The AGAVE-201 trial was a phase 2 trial of axatilimab. The thing that's interesting about axatilimab is the mechanism of action which is focusing on the macrophage-monocyte axis and fibrosis. This also included pediatric patients. It randomly assigned patients to 3 different doses at 0.3 mg/kg [every 2 weeks], 1.0 mg/kg [every 2 weeks], and 3 mg/kg [every 4 weeks] and the primary end point was ORR after the first 6 cycles based on the NIH criteria.3
What were the outcomes overall and based on organ-specific response?
What was interesting is the dose response curve wasn't exactly what you would expect.
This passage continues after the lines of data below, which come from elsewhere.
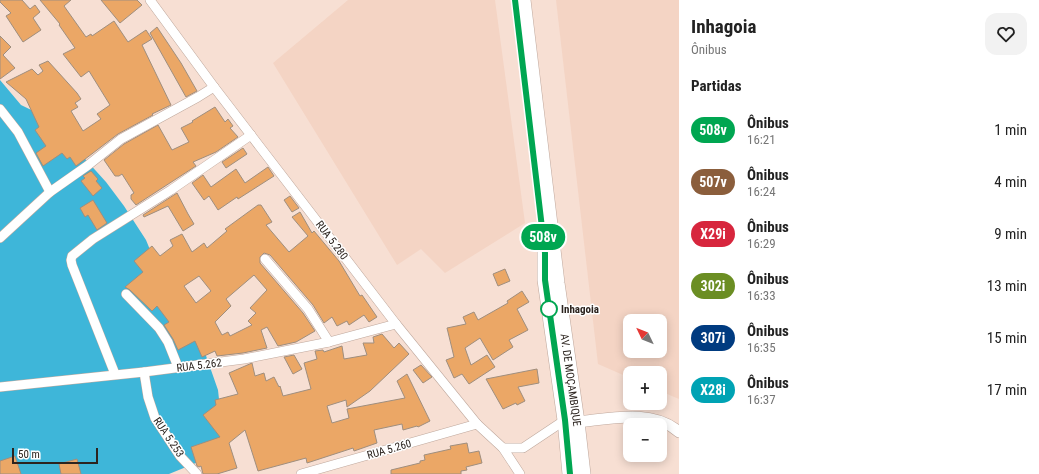 <!DOCTYPE html>
<html lang="pt">
<head>
<meta charset="utf-8">
<style>
	body { margin:0; font-family:"Roboto Condensed",sans-serif; background:#f2f2f2; color:#222; height:100vh; display:flex; flex-direction:column; font-size:15px; white-space:nowrap }
	* { box-sizing:border-box; margin:0 }
	p { font-size:13px; color:#767676 }
	.icon { flex:none; width:22px; height:22px; fill:none; stroke:currentColor; stroke-width:2; stroke-linecap:round; stroke-linejoin:round }
	.map { position:relative; flex:1; overflow:hidden }
	.sheet { display:flex; flex-direction:column; background:#fff; width:360px }
	.sheet>* { flex:none }
	.badge { padding:0 8px; border-radius:13px; font-size:14px; line-height:26px }
	.needle { width:26px; rotate:313deg }
	.tools { position:absolute; left:623px; top:314px; display:grid; gap:8px }
	.tools a { display:grid; place-items:center; width:44px; height:44px; border-radius:8px; background:#fff; box-shadow:0 2px 10px #0003; font-size:20px }
	.scale { position:absolute; left:12px; bottom:10px; width:86px; box-sizing:border-box; padding-left:4px; border:2px solid #2c241f; border-top:0; font-size:11px; line-height:14px; white-space:nowrap; color:#2c241f; -webkit-text-stroke:3px #fff; paint-order:stroke }
	.map>.badge { position:absolute; translate:-50% -50%; box-shadow:0 0 0 2px #fff }
	h2 { padding:0 12px; font-size:15px; line-height:36px }
	.round { display:grid; place-items:center; flex:none; width:42px; height:42px; border-radius:12px; background:#f2f2f2 }
	.summary { display:flex; align-items:center; justify-content:space-between; height:68px; padding:0 12px }
	h1 { font-size:19px; font-weight:700; line-height:30px }
	ul { padding:0; list-style:none }
	li { display:flex; align-items:center; gap:12px; height:52px; padding:0 12px }
	li div { flex:1 }
	li b { display:block; font-size:15px }
	li em { font-style:normal }
	li .badge { min-width:44px; font-weight:700; text-align:center }
	main { display:flex; flex:1; min-height:0 }
	.map>svg:first-child { display:block }
	.built { fill:#f4d4c4; fill-rule:evenodd }
	.water { fill:#3eb6d9 }
	.building { fill:#eba766; stroke:#9f8e7e; fill-rule:evenodd }
	.lines { fill:none; stroke-linecap:round; stroke-linejoin:round }
	.minor-casing { stroke:#bfa89d; stroke-width:10 }
	.tertiary-casing { stroke:#bfa89d; stroke-width:12 }
	.trunk-casing { stroke:#bfa89d; stroke-width:16 }
	.minor { stroke:#fff; stroke-width:9 }
	.tertiary { stroke:#fff; stroke-width:11 }
	.trunk { stroke:#fff; stroke-width:15 }
	.line-casing { stroke:#fff; stroke-width:9 }
	.line { stroke:#00a651; stroke-width:6 }
	.stop-dot { fill:#fff; stroke:#00a651; stroke-width:2 }
	.labels { text-anchor:middle; stroke-width:3; stroke-linejoin:round; paint-order:stroke }
	.street-label { font-size:11px; fill:#2c241f; stroke:#fff }
	.stop-label { font-size:11px; font-weight:bold; fill:#2c241f; stroke:#fff; text-anchor:start }
</style>
</head>
<body>
<main>
<div class="map">
<svg width="679" height="474" viewBox="0 0 679 474">
	<rect width="100%" height="100%" fill="#f7dfd3"/>
	<g class="built">
		<path d="M 348,0 L 495,0 L 525,223 L 445,273 L 421,249 L 397,265 L 273,63 Z"/>
		<path d="M 556,0 L 679,0 L 679,399 L 660,391 L 660,373 L 630,373 L 630,378 L 598,364 ZM 630,321 L 660,321 L 660,351 L 630,351 Z"/>
	</g>
	<path class="water" d="M 0,80 L 21,105 L 48,118 L 106,182 L 124,206 L 146,240 L 172,303 L 204,350 L 218,390 L 224,445 L 208,458 L 169,474 L 0,474 Z"/>
	<g class="building">
		<path d="M 0,0 L 22,0 L 30,9 L 35,5 L 40,12 L 33,18 L 41,30 L 23,42 L 6,16 L 11,13 L 0,2 Z"/>
		<path d="M 40,0 L 71,0 L 64,6 L 86,37 L 91,34 L 92,36 L 114,21 L 128,42 L 146,30 L 152,39 L 142,45 L 171,105 L 152,114 L 153,115 L 118,134 L 76,166 L 70,157 L 67,159 L 62,153 L 43,166 L 36,153 L 46,146 L 35,130 L 39,127 L 26,99 L 6,82 L 32,69 L 38,75 L 43,71 L 39,65 L 48,61 L 77,93 L 81,99 L 75,103 L 78,107 L 71,111 L 83,131 L 101,119 L 97,114 L 110,105 L 89,71 L 81,77 L 63,54 L 75,48 L 59,25 L 60,24 Z"/>
		<path d="M 101,0 L 137,0 L 142,5 L 120,23 Z"/>
		<path d="M 157,27 L 181,63 L 197,91 L 186,97 L 150,33 Z"/>
		<path d="M 0,36 L 11,47 L 3,55 L 15,68 L 0,79 Z"/>
		<path d="M 215,107 L 225,122 L 228,119 L 233,126 L 230,128 L 238,137 L 216,152 L 193,162 L 196,166 L 136,205 L 131,199 L 131,195 L 134,193 L 122,174 L 119,176 L 115,176 L 104,160 L 124,144 L 158,125 L 172,150 L 189,142 L 181,128 L 193,122 L 192,121 Z"/>
		<path d="M 243,148 L 247,154 L 226,168 L 222,162 Z"/>
		<path d="M 268,167 L 274,176 L 238,199 L 237,197 L 218,210 L 209,196 L 204,200 L 192,183 L 203,175 L 211,187 L 236,169 L 245,183 Z"/>
		<path d="M 91,171 L 98,179 L 96,181 L 102,188 L 93,196 L 81,181 L 85,178 L 83,176 Z"/>
		<path d="M 177,193 L 188,214 L 194,224 L 183,231 L 168,206 L 144,217 L 143,215 Z"/>
		<path d="M 290,196 L 299,208 L 292,212 L 284,200 Z"/>
		<path d="M 93,200 L 107,223 L 97,230 L 88,215 L 85,217 L 80,208 Z"/>
		<path d="M 258,205 L 261,205 L 272,222 L 266,225 L 289,252 L 308,236 L 292,217 L 300,212 L 312,233 L 314,231 L 339,261 L 360,296 L 362,295 L 377,317 L 369,322 L 364,315 L 349,325 L 347,321 L 337,326 L 332,317 L 324,323 L 313,305 L 270,255 L 264,253 L 260,257 L 260,263 L 303,313 L 315,331 L 296,342 L 278,346 L 267,327 L 261,330 L 267,348 L 243,353 L 217,356 L 215,351 L 202,357 L 195,341 L 178,350 L 173,339 L 164,325 L 169,322 L 157,306 L 152,311 L 130,290 L 125,287 L 143,272 L 134,261 L 152,246 L 160,256 L 173,246 L 170,240 L 182,234 L 192,252 L 204,243 L 207,248 L 227,231 L 225,229 ZM 254,275 L 267,290 L 250,308 L 256,313 L 248,321 L 252,325 L 230,336 L 228,332 L 222,335 L 215,322 L 231,306 L 226,299 ZM 199,276 L 211,291 L 196,303 L 184,286 Z"/>
		<path d="M 505,269 L 510,281 L 498,286 L 493,274 Z"/>
		<path d="M 522,291 L 529,302 L 517,309 L 528,330 L 509,340 L 513,347 L 493,360 L 480,338 L 465,348 L 471,365 L 487,355 L 495,367 L 469,384 L 462,374 L 454,378 L 446,360 L 454,357 L 447,328 L 466,324 L 463,317 L 474,312 L 478,320 L 508,303 L 507,301 Z"/>
		<path d="M 382,334 L 394,348 L 399,343 L 409,354 L 370,391 L 347,407 L 346,400 L 327,406 L 332,423 L 349,418 L 347,409 L 405,398 L 397,381 L 407,374 L 430,421 L 418,427 L 417,426 L 403,430 L 402,424 L 374,430 L 377,443 L 354,451 L 353,448 L 307,463 L 306,458 L 258,471 L 245,430 L 229,443 L 237,468 L 217,474 L 203,474 L 201,466 L 199,467 L 197,466 L 191,447 L 220,437 L 203,415 L 216,405 L 215,400 L 238,394 L 229,373 L 252,363 L 255,376 L 264,373 L 266,381 L 274,377 L 279,387 L 280,386 L 283,396 L 311,389 L 304,363 L 317,359 L 315,351 L 323,350 L 324,352 L 342,346 L 344,359 L 367,355 L 363,343 L 374,343 L 373,337 Z"/>
		<path d="M 294,355 L 302,369 L 293,374 L 284,357 Z"/>
		<path d="M 421,365 L 432,377 L 423,383 L 413,370 Z"/>
		<path d="M 537,369 L 539,383 L 518,387 L 525,401 L 517,405 L 516,403 L 503,409 L 486,379 Z"/>
		<path d="M 467,443 L 469,453 L 479,451 L 482,463 L 466,467 L 467,470 L 461,471 L 461,474 L 391,474 L 391,470 L 420,463 L 420,461 L 425,460 L 424,455 L 451,449 L 450,446 Z"/>
		<path d="M 15,456 L 21,474 L 0,474 L 0,461 Z"/>
		<path d="M 77,459 L 81,474 L 61,474 L 59,464 Z"/>
	</g>
	<g class="lines">
		<defs>
			<g id="minor">
				<path d="M 150,0 L 214,87 L 396,324 L 477,424 L 503,448 L 520,474"/>
				<path d="M 0,109 L 18,132 L 50,192"/>
				<path d="M 0,238 L 50,192 L 87,166 L 121,139 L 198,97 L 214,87"/>
				<path d="M 265,259 L 308,309 L 329,342"/>
				<path d="M 126,294 L 159,328 L 168,342 L 178,367"/>
				<path d="M 144,372 L 148,397 L 155,418 L 180,456 L 197,474"/>
				<path d="M 115,374 L 72,265 L 71,260 L 72,256 L 93,239 L 171,190 L 251,135"/>
				<path d="M 0,387 L 144,372 L 244,359 L 329,342 L 396,324"/>
				<path d="M 503,448 L 523,448 L 565,420"/>
				<path d="M 301,474 L 477,424"/>
			</g>
			<path id="tertiary" d="M 570,421 L 577,422 C 609,419 652,408 679,432"/>
			<g id="trunk">
				<path d="M 523,0 L 557,283 L 577,422 L 583,474"/>
				<path d="M 545,249 L 545,280 L 565,420 L 570,474"/>
			</g>
		</defs>
		<use href="#minor" class="minor-casing"/>
		<use href="#tertiary" class="tertiary-casing"/>
		<use href="#trunk" class="trunk-casing"/>
		<use href="#minor" class="minor"/>
		<use href="#tertiary" class="tertiary"/>
		<use href="#trunk" class="trunk"/>
	</g>
	<g class="lines">
		<defs>
			<path id="line" d="M 515,0 L 545,253 L 545,280 L 565,420 L 570,474"/>
		</defs>
		<use href="#line" class="line-casing"/>
		<use href="#line" class="line"/>
	</g>
	<circle class="stop-dot" cx="549" cy="309" r="8"/>
	<g class="labels">
		<g class="street-label">
			<text transform="translate(332 240) rotate(53)" y="4">RUA 5.280</text>
			<text transform="translate(199 365) rotate(-7)" y="4">RUA 5.262</text>
			<text transform="translate(571 380) rotate(82)" y="4">AV. DE MOÇAMBIQUE</text>
			<text transform="translate(169 437) rotate(56)" y="4">RUA 5.253</text>
			<text transform="translate(389 449) rotate(-16)" y="4">RUA 5.260</text>
		</g>
		<g class="stop-label">
			<text x="561" y="313">Inhagoia</text>
		</g>
	</g>
</svg>
<div class="tools">
<a><svg class="needle" viewBox="-14 -14 28 28"><path d="M0-13l5 13h-10z" fill="#e53935"/><path d="M0 13l5-13h-10z" fill="#767676"/></svg></a>
<a>+</a>
<a>−</a>
</div>
<div class="scale">50 m</div>
<b class="badge" style="left:543px;top:237px;background:#00a651;color:#fff">508v</b>
</div>
<section class="sheet">
<div class="summary"><div><h1>Inhagoia</h1><p>Ônibus</p></div><a class="round"><svg class="icon" aria-label="heart" viewBox="0 0 24 24"><path d="M12 20l-8-8c-3-5 5-10 8-4 3-6 11-1 8 4z"/></svg></a></div>
<h2>Partidas</h2>
<ul>
<li><span class="badge" style="background:#00a651;color:#fff">508v</span><div><b>Ônibus</b><p>16:21</p></div><em>1 min</em></li>
<li><span class="badge" style="background:#8b5e3c;color:#fff">507v</span><div><b>Ônibus</b><p>16:24</p></div><em>4 min</em></li>
<li><span class="badge" style="background:#d7263d;color:#fff">X29i</span><div><b>Ônibus</b><p>16:29</p></div><em>9 min</em></li>
<li><span class="badge" style="background:#6b8e23;color:#fff">302i</span><div><b>Ônibus</b><p>16:33</p></div><em>13 min</em></li>
<li><span class="badge" style="background:#003b80;color:#fff">307i</span><div><b>Ônibus</b><p>16:35</p></div><em>15 min</em></li>
<li><span class="badge" style="background:#00a3b4;color:#fff">X28i</span><div><b>Ônibus</b><p>16:37</p></div><em>17 min</em></li>
</ul>
</section>
</main>
</body>
</html>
The higher dose did the worst. It's not clear why that is, but 0.3 mg/kg and 1.0 mg/kg did OK, probably not terribly different [74% and 67% ORR, respectively], but 3 mg did not do quite as well [50%].
If you look at the 0.3-mg dose group, the gastrointestinal [GI] tract had terrific responses with basically complete responses [CRs]. If you look at the lower GI, upper GI, and esophagus, it was quite a high number of CRs [89%, 82%, and 65%, respectively]. The fascia was not quite as good [20% CRs plus 56% partial responses (PRs)]. The mouth wasn't as good [42% CR and 10% PR]. The lung was OK, only the CR rate was low [16% CR, 31% PR]. Overall responses weren’t too bad, but the eyes and skin were not quite as good.
If you look at organ-specific responses, looking at the duration of treatment, it does take some time to get to the responses, in the lower GI, the upper GI, and so forth. If you look at each across the board, you can see that the longer they stayed on the therapy, the more likely they were going to get to response.4 This is not surprising, because the mechanism of action here is to reverse fibrosis, and sometimes fibrotic lesions are not going to reverse if it's tied down. It is a higher bar, if you will, than just looking at inflammation.
What were the safety outcomes with axatilimab?
It was reasonably safe; it's not without grade 3, if you look across the 3 different doses, there was clearly more toxicities with the higher dose, including 6 fatal AEs [along with with 7 fatal AEs in the 1.0 mg/kg group and 1 in the 0.3 mg/kg group]. The high dose was not much better and clearly was much more toxic.3
DISCLOSURES: There were no known relevant disclosures.